Information given =
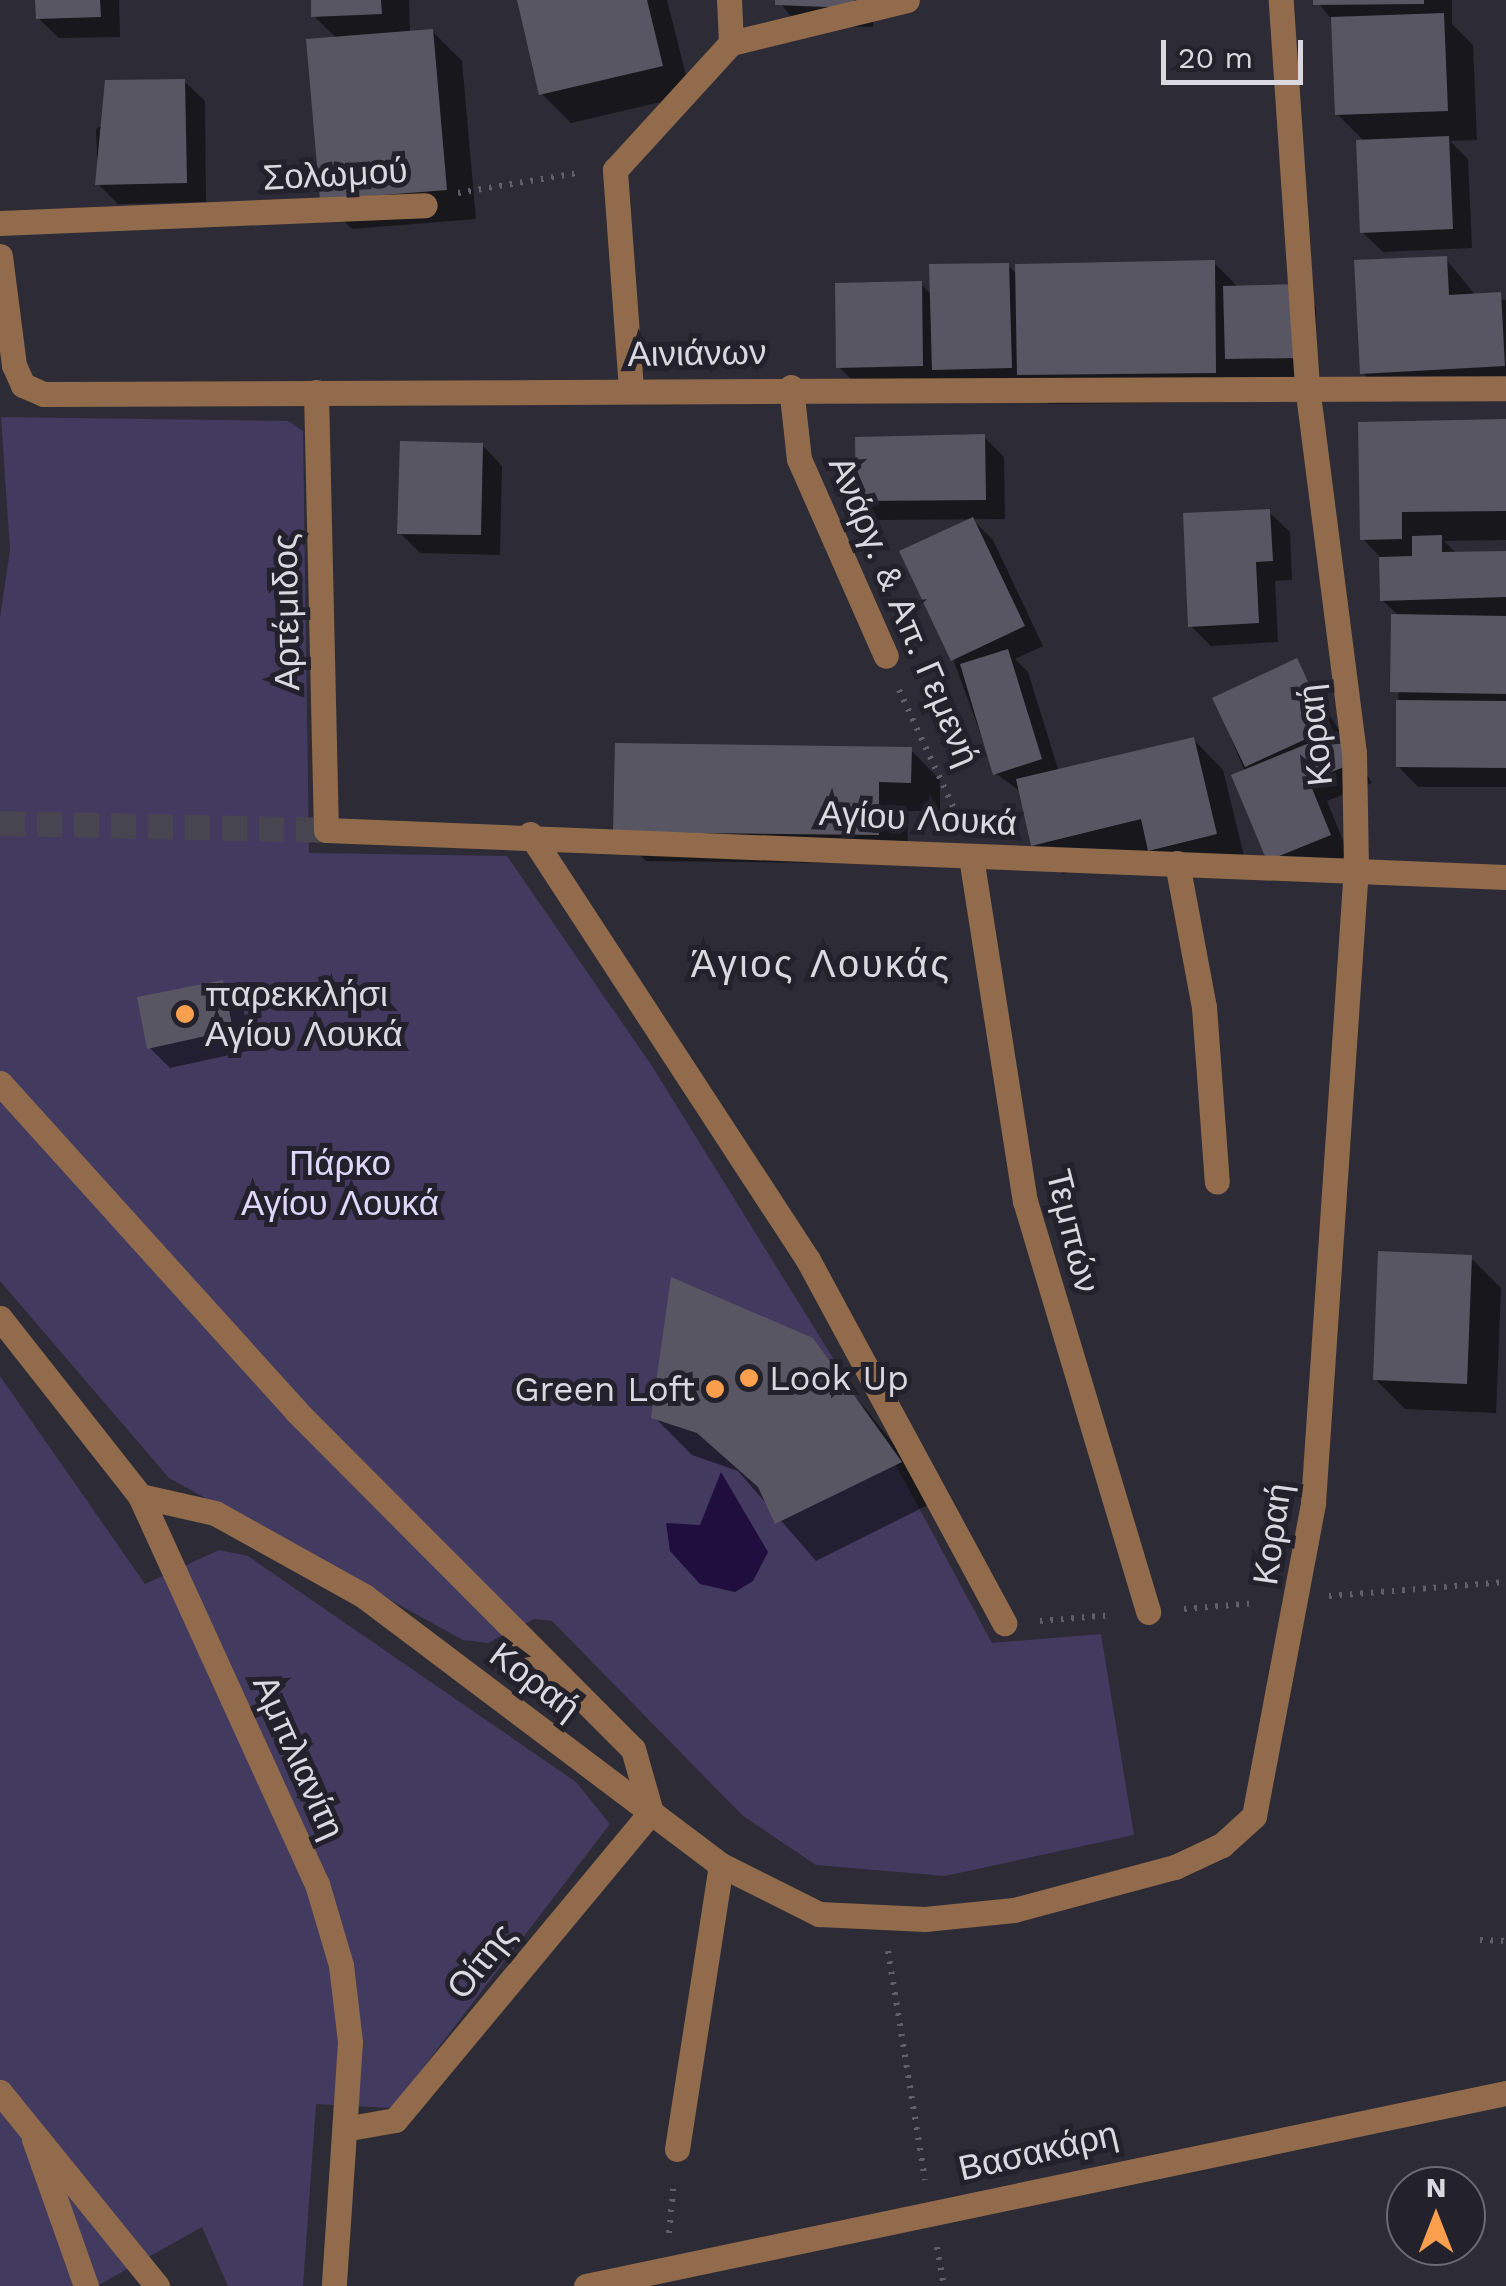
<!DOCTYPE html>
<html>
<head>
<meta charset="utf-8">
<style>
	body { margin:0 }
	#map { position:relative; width:1506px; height:2286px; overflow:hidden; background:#2d2b36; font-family:"Work Sans",sans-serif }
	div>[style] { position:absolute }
	.green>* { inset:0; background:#433a5f }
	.water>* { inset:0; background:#200e3f }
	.shadow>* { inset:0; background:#0007 }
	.building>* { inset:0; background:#595663 }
	.minor-tunnel>* { height:25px; margin-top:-12.5px; transform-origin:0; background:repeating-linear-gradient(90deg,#474550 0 25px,transparent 0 37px) }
	.path>* { height:6px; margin-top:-3px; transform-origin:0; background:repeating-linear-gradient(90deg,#615f69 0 2.5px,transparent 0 10.5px) }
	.minor>* { height:25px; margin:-12.5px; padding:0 12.5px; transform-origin:12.5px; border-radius:12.5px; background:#916b4b }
	.dots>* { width:28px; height:28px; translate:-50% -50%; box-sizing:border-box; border:5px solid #23212c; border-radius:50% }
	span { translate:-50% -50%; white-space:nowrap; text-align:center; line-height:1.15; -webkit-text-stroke:10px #23212c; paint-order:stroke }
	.street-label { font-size:35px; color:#dad8e0 }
	.poi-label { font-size:35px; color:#dad8e0 }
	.left { translate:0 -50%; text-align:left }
	.right { translate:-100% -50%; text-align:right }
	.park-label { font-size:35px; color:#dfd8fb }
	.neighbourhood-label { font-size:38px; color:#dad8e0; letter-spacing:2.5px }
	.north { position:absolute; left:1386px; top:2166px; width:100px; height:100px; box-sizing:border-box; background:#23212c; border:2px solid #6c6a74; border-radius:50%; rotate:0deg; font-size:28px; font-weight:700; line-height:40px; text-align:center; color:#dad8e0 }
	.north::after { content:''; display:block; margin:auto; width:35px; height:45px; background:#f99f4d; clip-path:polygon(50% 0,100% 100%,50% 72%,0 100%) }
	.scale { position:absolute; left:1161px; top:40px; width:142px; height:45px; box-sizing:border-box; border:5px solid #dad8e0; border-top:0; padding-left:12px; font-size:30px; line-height:35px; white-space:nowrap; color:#dad8e0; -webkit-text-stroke:8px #23212c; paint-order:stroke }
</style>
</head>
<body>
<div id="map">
	<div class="green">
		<i style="clip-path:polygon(1px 417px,288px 421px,303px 431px,309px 853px,507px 856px,652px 1066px,872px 1421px,992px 1643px,1101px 1634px,1134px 1835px,945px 1876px,816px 1865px,743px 1816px,552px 1621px,534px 1619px,488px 1643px,463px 1640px,169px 1478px,0 1281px,0 618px,10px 550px)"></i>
		<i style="clip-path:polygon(0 1376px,145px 1584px,219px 1550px,248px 1556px,576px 1782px,610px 1824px,392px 2108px,316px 2104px,303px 2286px,228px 2286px,202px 2227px,97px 2286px,0 2286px)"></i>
	</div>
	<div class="water">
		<i style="clip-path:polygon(721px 1472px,768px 1552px,753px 1581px,735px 1592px,700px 1584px,670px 1551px,666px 1523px,700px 1525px)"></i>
	</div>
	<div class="shadow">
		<i style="clip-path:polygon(38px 0,119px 0,120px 37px,59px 38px,38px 18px)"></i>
		<i style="clip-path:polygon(313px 0,409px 0,410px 33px,432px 31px,462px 61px,476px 219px,352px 229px,322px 199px,337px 39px,314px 16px)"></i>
		<i style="clip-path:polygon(519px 0,667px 0,691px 95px,571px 123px,541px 93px)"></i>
		<i style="clip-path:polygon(778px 0,874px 0,873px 27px,798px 25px)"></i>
		<i style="clip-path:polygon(1316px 0,1452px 0,1452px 24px,1473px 45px,1477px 140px,1450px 141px,1468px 159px,1472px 248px,1383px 252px,1362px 232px,1365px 142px,1337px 114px,1333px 21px)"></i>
		<i style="clip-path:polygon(184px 81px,205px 101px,206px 202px,118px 204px,98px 184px,96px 129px)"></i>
		<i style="clip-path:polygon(1446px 259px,1476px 296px,1506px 300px,1506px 397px,1392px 402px,1363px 373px)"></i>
		<i style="clip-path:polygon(1214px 263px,1239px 288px,1296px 287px,1316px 307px,1317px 377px,1245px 378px,1245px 402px,1049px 404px,1032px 387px,954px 390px,942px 377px,942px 386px,859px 387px,839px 367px,921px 284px,932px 295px,1008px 265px,1018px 275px)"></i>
		<i style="clip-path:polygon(1506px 422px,1506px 540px,1444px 541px,1457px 554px,1506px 553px,1506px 787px,1418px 787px,1398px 766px,1399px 616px,1382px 600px,1381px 558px,1363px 539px)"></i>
		<i style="clip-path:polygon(984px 437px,1004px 457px,1005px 519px,878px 520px,858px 500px)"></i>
		<i style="clip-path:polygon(482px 445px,502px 466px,500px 555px,420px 553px,400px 533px)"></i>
		<i style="clip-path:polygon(1269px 512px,1290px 532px,1292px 580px,1275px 581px,1278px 642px,1211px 646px,1191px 626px)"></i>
		<i style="clip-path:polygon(973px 520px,993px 540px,1043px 646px,1015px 659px,1028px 672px,1059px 772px,1194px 740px,1223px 770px,1246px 864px,1153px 852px,1063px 874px,1034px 844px,1021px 792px,995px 773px,953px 659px)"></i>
		<i style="clip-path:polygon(evenodd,1296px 661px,1372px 783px,1327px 801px,1349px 855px,1289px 879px,1215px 699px,1296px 661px,1305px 682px,1310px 682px,1337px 739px,1333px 741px,1305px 682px)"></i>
		<i style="clip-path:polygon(911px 750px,940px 780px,940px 811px,908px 811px,907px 864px,646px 861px,616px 831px)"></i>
		<i style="clip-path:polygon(222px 983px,242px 1003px,252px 1050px,170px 1068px,150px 1048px)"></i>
		<i style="clip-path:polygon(1471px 1258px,1501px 1288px,1496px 1413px,1405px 1409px,1375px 1379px)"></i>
		<i style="clip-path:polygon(811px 1340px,938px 1500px,816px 1561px,738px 1471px,692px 1455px,654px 1417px)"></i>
	</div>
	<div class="building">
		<i style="clip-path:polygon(35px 0,100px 0,101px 17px,36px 19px)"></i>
		<i style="clip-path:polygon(311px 0,381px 0,382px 14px,311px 17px)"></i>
		<i style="clip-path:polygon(517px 0,647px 0,663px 66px,539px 95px)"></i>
		<i style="clip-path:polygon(775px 0,854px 0,854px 8px,775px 5px)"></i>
		<i style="clip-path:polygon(1313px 0,1424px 0,1424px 4px,1313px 5px)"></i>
		<i style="clip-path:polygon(1444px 13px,1448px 111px,1335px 115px,1331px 17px)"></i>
		<i style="clip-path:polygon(433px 29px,447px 190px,320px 200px,306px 39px)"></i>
		<i style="clip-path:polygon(185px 79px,187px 183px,95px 185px,105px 80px)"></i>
		<i style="clip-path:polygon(1449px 136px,1453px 229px,1360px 233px,1356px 140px)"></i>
		<i style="clip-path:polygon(1447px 256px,1449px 295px,1501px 292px,1505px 366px,1360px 374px,1354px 260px)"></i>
		<i style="clip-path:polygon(1215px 260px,1216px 373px,1017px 375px,1015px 264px)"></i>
		<i style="clip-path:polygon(1009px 263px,1012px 368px,932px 370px,929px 264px)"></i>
		<i style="clip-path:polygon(922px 281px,923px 366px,836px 368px,835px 283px)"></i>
		<i style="clip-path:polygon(1297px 284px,1298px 358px,1225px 359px,1223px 286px)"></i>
		<i style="clip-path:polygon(1506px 419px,1506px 511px,1402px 512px,1402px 539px,1360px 540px,1358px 422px)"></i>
		<i style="clip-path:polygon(985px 434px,986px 500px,856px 501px,855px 437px)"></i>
		<i style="clip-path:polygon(400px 441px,483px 443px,481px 535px,397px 534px)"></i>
		<i style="clip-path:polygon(1270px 509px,1273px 561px,1256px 562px,1259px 623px,1188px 627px,1183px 513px)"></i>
		<i style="clip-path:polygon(973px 517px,1025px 626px,951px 661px,899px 551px)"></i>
		<i style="clip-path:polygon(1442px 535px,1442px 552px,1506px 551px,1506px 597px,1380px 601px,1379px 557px,1412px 556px,1412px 536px)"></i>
		<i style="clip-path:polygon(1391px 614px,1506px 616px,1506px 694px,1390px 692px)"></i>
		<i style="clip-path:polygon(1008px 649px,1042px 759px,993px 775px,960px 664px)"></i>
		<i style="clip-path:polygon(1297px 658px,1330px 728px,1245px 767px,1212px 698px)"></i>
		<i style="clip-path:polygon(1396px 700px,1506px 701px,1506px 768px,1396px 767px)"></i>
		<i style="clip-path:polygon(1341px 730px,1354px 763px,1309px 781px,1331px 835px,1267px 861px,1231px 775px)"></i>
		<i style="clip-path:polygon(1194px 737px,1217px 834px,1148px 851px,1141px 819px,1031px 846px,1016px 779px)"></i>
		<i style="clip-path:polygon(615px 743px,912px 747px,911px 783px,879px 782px,879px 835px,613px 832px)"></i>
		<i style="clip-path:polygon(223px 980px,233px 1030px,147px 1049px,137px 997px)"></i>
		<i style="clip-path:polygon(1378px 1251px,1472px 1255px,1467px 1384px,1373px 1380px)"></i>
		<i style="clip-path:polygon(671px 1277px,813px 1338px,902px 1462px,775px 1524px,758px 1487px,697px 1433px,651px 1418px)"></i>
	</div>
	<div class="minor-tunnel">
		<i style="left:0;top:823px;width:326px;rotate:1.2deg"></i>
	</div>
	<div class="path">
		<i style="left:458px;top:193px;width:122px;rotate:-9.5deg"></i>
		<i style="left:899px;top:690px;width:142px;rotate:65.1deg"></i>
		<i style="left:1329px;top:1596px;width:178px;rotate:-4.5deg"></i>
		<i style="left:1184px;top:1609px;width:73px;rotate:-4.7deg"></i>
		<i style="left:1040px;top:1621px;width:72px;rotate:-4.8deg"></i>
		<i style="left:1480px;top:1940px;width:26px;rotate:2deg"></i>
		<i style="left:888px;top:1951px;width:232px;rotate:80.8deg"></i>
		<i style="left:669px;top:2233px;width:52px;rotate:-84.5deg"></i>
		<i style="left:937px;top:2247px;width:40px;rotate:80deg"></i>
	</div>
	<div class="minor">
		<i style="left:729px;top:0;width:43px;rotate:87.3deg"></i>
		<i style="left:0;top:223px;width:425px;rotate:-2.4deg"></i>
		<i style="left:0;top:256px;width:110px;rotate:82.7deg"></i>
		<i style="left:14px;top:365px;width:22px;rotate:66deg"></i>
		<i style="left:23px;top:385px;width:22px;rotate:24deg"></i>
		<i style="left:43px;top:394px;width:1463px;rotate:-0.23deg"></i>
		<i style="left:791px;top:387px;width:72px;rotate:83.7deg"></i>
		<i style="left:799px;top:459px;width:215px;rotate:66.2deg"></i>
		<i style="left:631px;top:389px;width:220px;rotate:-94.2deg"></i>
		<i style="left:615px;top:170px;width:172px;rotate:-47.6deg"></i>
		<i style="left:731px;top:43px;width:181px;rotate:-13.7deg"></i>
		<i style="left:316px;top:392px;width:438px;rotate:88.7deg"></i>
		<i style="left:326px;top:830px;width:1181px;rotate:2.28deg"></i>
		<i style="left:530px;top:834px;width:509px;rotate:56.87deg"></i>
		<i style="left:808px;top:1260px;width:413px;rotate:61.6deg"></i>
		<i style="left:971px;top:857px;width:348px;rotate:81.1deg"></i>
		<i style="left:1025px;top:1201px;width:429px;rotate:73.3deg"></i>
		<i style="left:1177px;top:863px;width:147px;rotate:79.4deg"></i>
		<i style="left:1204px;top:1007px;width:175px;rotate:85.8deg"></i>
		<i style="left:0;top:1083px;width:442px;rotate:47.9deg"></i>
		<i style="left:296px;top:1411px;width:477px;rotate:45.1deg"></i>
		<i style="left:633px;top:1749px;width:66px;rotate:74.1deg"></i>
		<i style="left:651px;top:1812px;width:400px;rotate:129.7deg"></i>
		<i style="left:395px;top:2120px;width:46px;rotate:169.9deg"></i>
		<i style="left:0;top:1318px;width:226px;rotate:51.8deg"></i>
		<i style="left:140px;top:1496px;width:426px;rotate:65.5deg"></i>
		<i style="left:317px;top:1884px;width:84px;rotate:73.5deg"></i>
		<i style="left:341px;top:1965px;width:78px;rotate:83.3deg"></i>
		<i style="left:350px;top:2042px;width:245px;rotate:93.8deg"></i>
		<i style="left:140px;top:1496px;width:77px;rotate:12.8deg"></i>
		<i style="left:215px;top:1513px;width:171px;rotate:29.1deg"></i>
		<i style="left:364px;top:1596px;width:447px;rotate:37deg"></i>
		<i style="left:721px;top:1865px;width:110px;rotate:26.6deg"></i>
		<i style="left:819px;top:1914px;width:106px;rotate:2.7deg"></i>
		<i style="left:925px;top:1919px;width:89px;rotate:-5.8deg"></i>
		<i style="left:1014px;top:1910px;width:167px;rotate:-15deg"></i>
		<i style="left:1175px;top:1867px;width:52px;rotate:-25.1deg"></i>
		<i style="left:1222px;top:1845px;width:43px;rotate:-42.2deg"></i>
		<i style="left:1254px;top:1816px;width:319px;rotate:-79.3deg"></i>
		<i style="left:1313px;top:1503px;width:637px;rotate:-86.13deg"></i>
		<i style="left:1356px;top:867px;width:114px;rotate:-91deg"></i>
		<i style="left:1354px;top:753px;width:370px;rotate:-97.3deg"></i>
		<i style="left:1307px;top:386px;width:387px;rotate:-93.9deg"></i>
		<i style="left:0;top:2092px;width:250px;rotate:51deg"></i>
		<i style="left:34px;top:2139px;width:156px;rotate:70.5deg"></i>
		<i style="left:677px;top:2149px;width:287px;rotate:-81.2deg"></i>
		<i style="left:586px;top:2286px;width:940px;rotate:-11.85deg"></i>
	</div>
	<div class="dots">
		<i style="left:185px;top:1014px;background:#f99f4d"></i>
		<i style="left:749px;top:1378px;background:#f99f4d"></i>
		<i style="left:715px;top:1389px;background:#f99f4d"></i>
	</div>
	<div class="street-label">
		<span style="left:335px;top:174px;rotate:-3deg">Σολωμού</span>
		<span style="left:697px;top:353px;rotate:-1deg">Αινιάνων</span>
		<span style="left:904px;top:611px;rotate:67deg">Ανάργ. &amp; Απ. Γεμενή</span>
		<span style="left:286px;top:612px;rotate:-91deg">Αρτέμιδος</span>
		<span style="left:1315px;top:735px;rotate:-96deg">Κοραή</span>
		<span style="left:918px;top:818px;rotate:3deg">Αγίου Λουκά</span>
		<span style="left:1073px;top:1231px;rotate:76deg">Τεμπών</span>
		<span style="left:1272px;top:1534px;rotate:-82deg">Κοραή</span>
		<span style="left:535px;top:1681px;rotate:37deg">Κοραή</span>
		<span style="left:299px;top:1757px;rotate:66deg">Αμπλιανίτη</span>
		<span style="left:481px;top:1961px;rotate:-51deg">Οίτης</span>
		<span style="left:1038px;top:2151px;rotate:-13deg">Βασακάρη</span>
	</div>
	<div class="poi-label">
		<span class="left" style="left:205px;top:1014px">παρεκκλήσι<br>Αγίου Λουκά</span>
		<span class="left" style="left:769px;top:1378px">Look Up</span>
		<span class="right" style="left:695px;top:1389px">Green Loft</span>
	</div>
	<div class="park-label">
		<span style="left:340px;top:1183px">Πάρκο<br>Αγίου Λουκά</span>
	</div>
	<div class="neighbourhood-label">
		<span style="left:821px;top:965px">Άγιος Λουκάς</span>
	</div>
	<div class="north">N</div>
	<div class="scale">20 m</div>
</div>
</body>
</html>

Your goal = With the pictures omitted, set down each line exactly, starting at the first line of the records above and ending with the line that contains "position:relative; width:1506px; height:2286px;".

Answer to this exercise =
<!DOCTYPE html>
<html>
<head>
<meta charset="utf-8">
<style>
	body { margin:0 }
	#map { position:relative; width:1506px; height:2286px; overflow:hidden; background:#2d2b36; font-family:"Work Sans",sans-serif }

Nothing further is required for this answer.